## EXERCISE OBJECTIVE
Write the data out again exactly, dropping any images it holds.

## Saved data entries
-=-=-
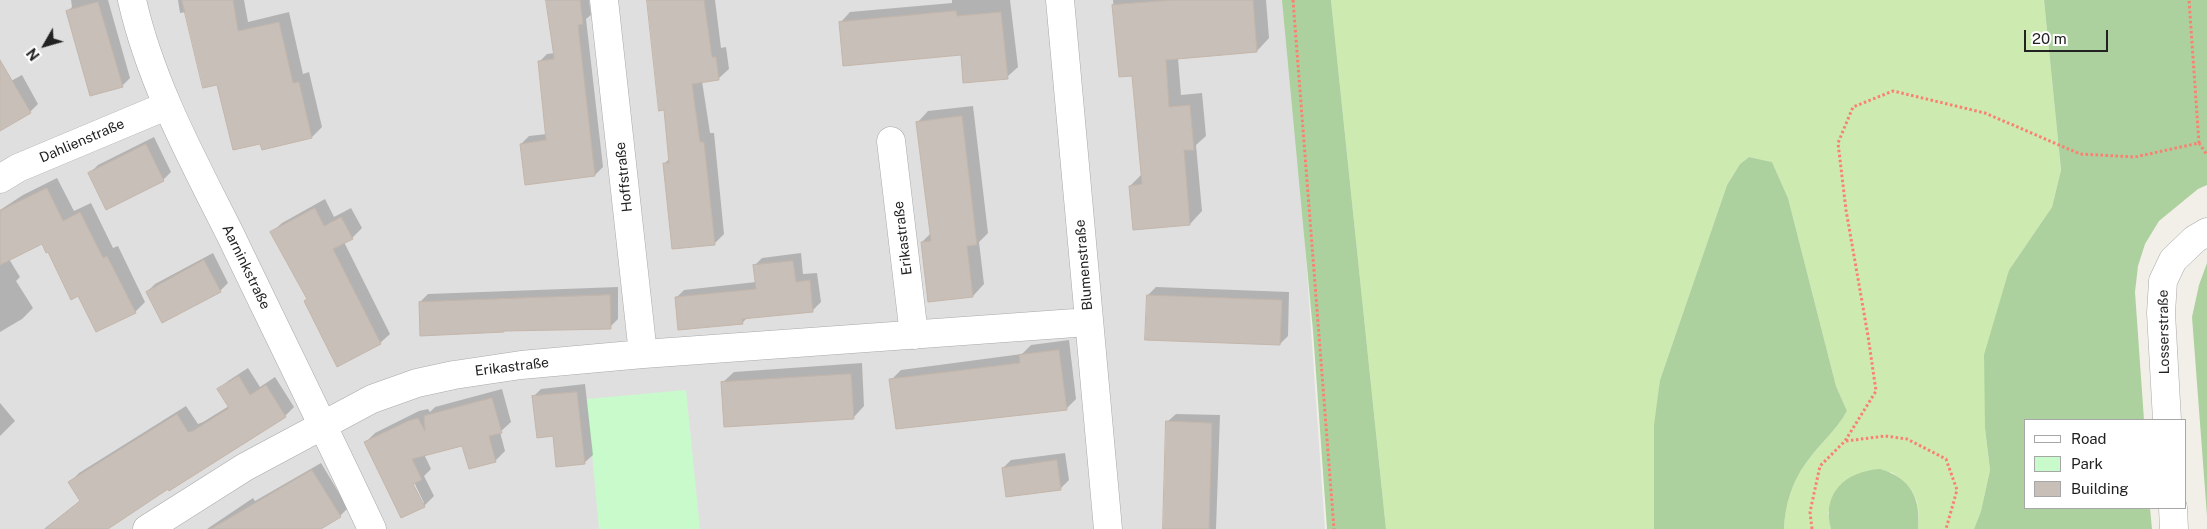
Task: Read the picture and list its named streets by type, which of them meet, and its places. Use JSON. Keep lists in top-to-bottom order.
{
  "streets": {
    "street": [
      "Dahlienstraße",
      "Hoffstraße",
      "Erikastraße",
      "Blumenstraße",
      "Aarninkstraße",
      "Losserstraße"
    ]
  },
  "crossings": [
    ["Dahlienstraße", "Aarninkstraße"],
    ["Hoffstraße", "Erikastraße"],
    ["Erikastraße", "Blumenstraße"],
    ["Erikastraße", "Aarninkstraße"]
  ],
  "legend": ["Road", "Park", "Building"],
  "scale_bar": "20 m",
  "north": "bottom left"
}
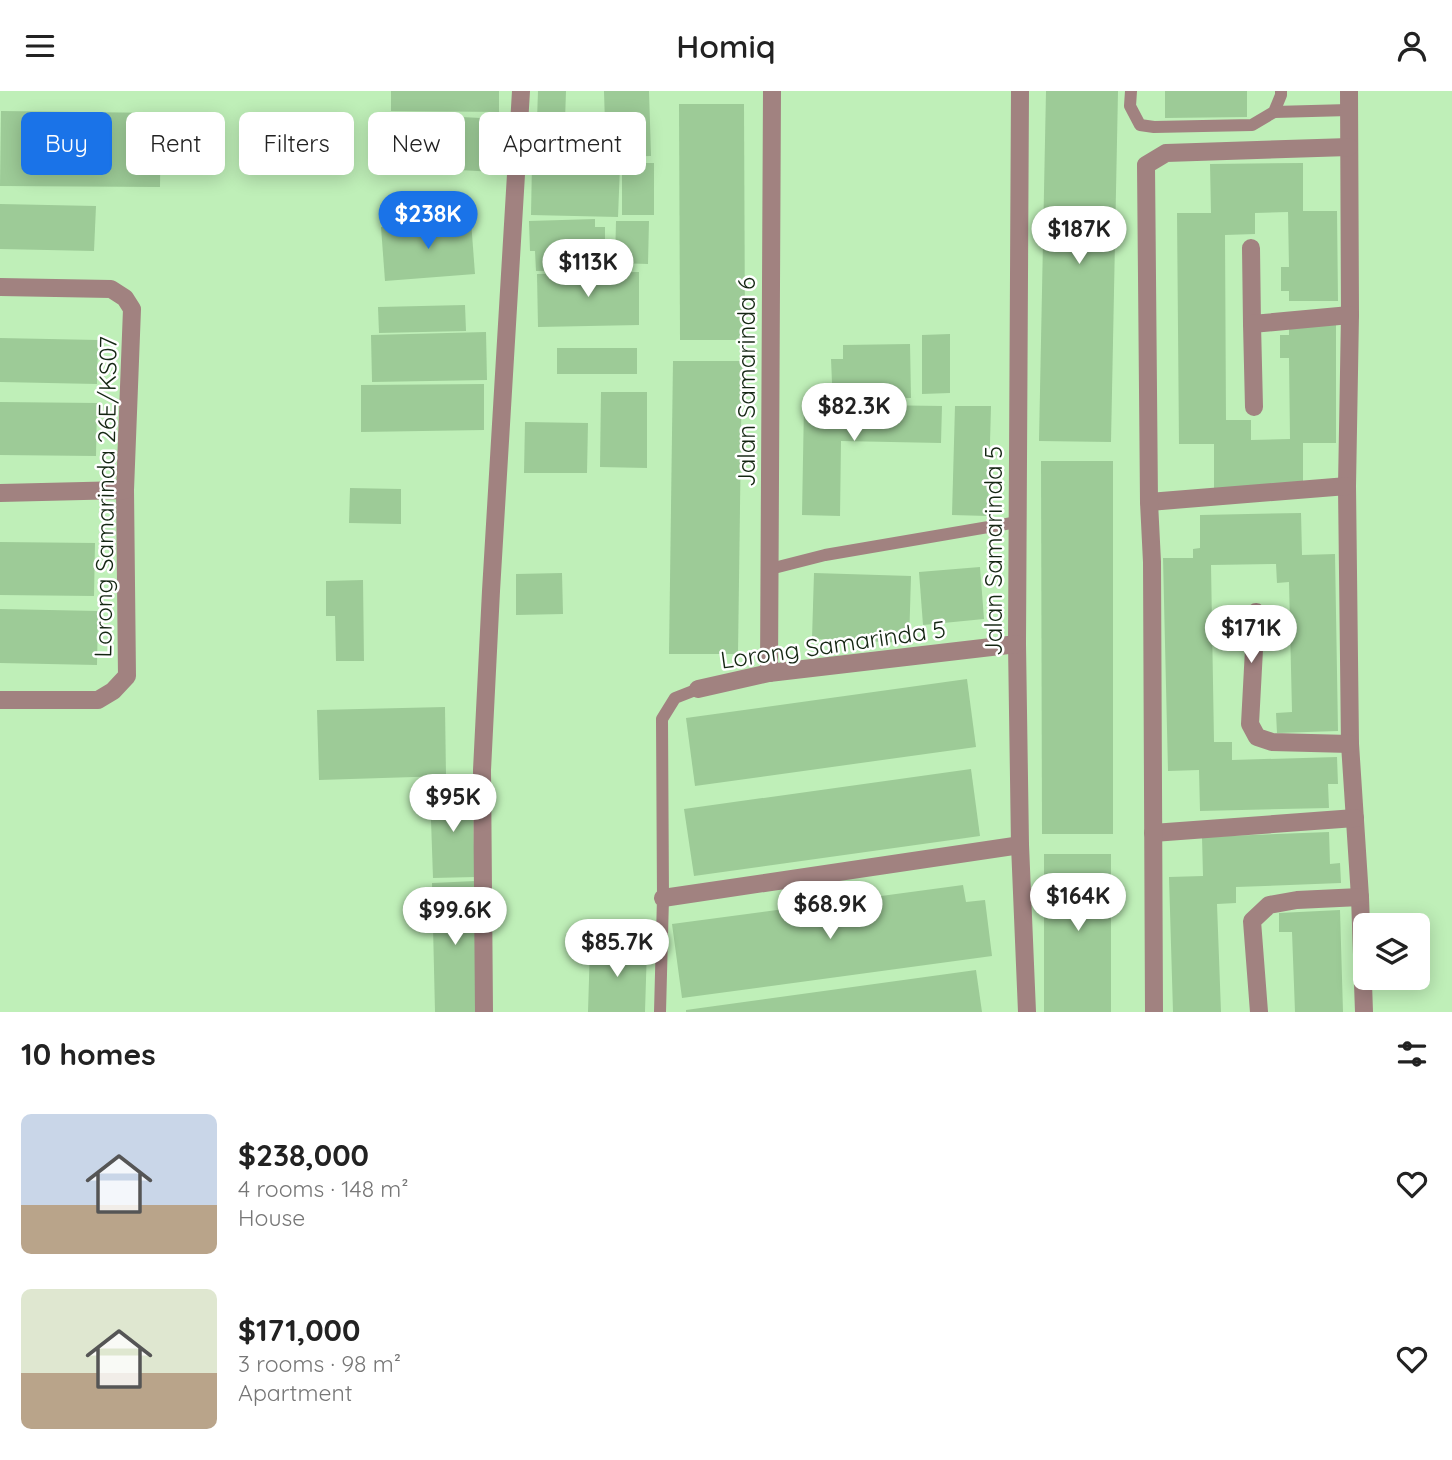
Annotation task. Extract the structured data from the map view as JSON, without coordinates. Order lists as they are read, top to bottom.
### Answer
{
  "streets": {
    "street": [
      "Jalan Samarinda 6",
      "Lorong Samarinda 26E/KS07",
      "Jalan Samarinda 5",
      "Lorong Samarinda 5"
    ]
  },
  "crossings": [
    ["Jalan Samarinda 6", "Lorong Samarinda 5"],
    ["Jalan Samarinda 5", "Lorong Samarinda 5"]
  ],
  "page": {
    "header": "Homiq",
    "chip": [
      "Buy",
      "Rent",
      "Filters",
      "New",
      "Apartment"
    ],
    "price": [
      "$238K",
      "$187K",
      "$113K",
      "$82.3K",
      "$171K",
      "$95K",
      "$164K",
      "$68.9K",
      "$99.6K",
      "$85.7K"
    ],
    "heading": "10 homes",
    "list": [
      {
        "name": "$238,000",
        "note": "4 rooms · 148 m² · House"
      },
      {
        "name": "$171,000",
        "note": "3 rooms · 98 m² · Apartment"
      }
    ]
  }
}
-=-=-
## EXERCISE SOLUTION
Task: Read the picture and list its named streets by type, which of them meet, and its places. Use JSON. Keep lists in top-to-bottom order.
{
  "streets": {
    "street": [
      "Dahlienstraße",
      "Hoffstraße",
      "Erikastraße",
      "Blumenstraße",
      "Aarninkstraße",
      "Losserstraße"
    ]
  },
  "crossings": [
    ["Dahlienstraße", "Aarninkstraße"],
    ["Hoffstraße", "Erikastraße"],
    ["Erikastraße", "Blumenstraße"],
    ["Erikastraße", "Aarninkstraße"]
  ],
  "legend": ["Road", "Park", "Building"],
  "scale_bar": "20 m",
  "north": "bottom left"
}
Annotation task. Extract the structured data from the map view as JSON, without coordinates. Order lists as they are read, top to bottom.
### Answer
{
  "streets": {
    "street": [
      "Jalan Samarinda 6",
      "Lorong Samarinda 26E/KS07",
      "Jalan Samarinda 5",
      "Lorong Samarinda 5"
    ]
  },
  "crossings": [
    ["Jalan Samarinda 6", "Lorong Samarinda 5"],
    ["Jalan Samarinda 5", "Lorong Samarinda 5"]
  ],
  "page": {
    "header": "Homiq",
    "chip": [
      "Buy",
      "Rent",
      "Filters",
      "New",
      "Apartment"
    ],
    "price": [
      "$238K",
      "$187K",
      "$113K",
      "$82.3K",
      "$171K",
      "$95K",
      "$164K",
      "$68.9K",
      "$99.6K",
      "$85.7K"
    ],
    "heading": "10 homes",
    "list": [
      {
        "name": "$238,000",
        "note": "4 rooms · 148 m² · House"
      },
      {
        "name": "$171,000",
        "note": "3 rooms · 98 m² · Apartment"
      }
    ]
  }
}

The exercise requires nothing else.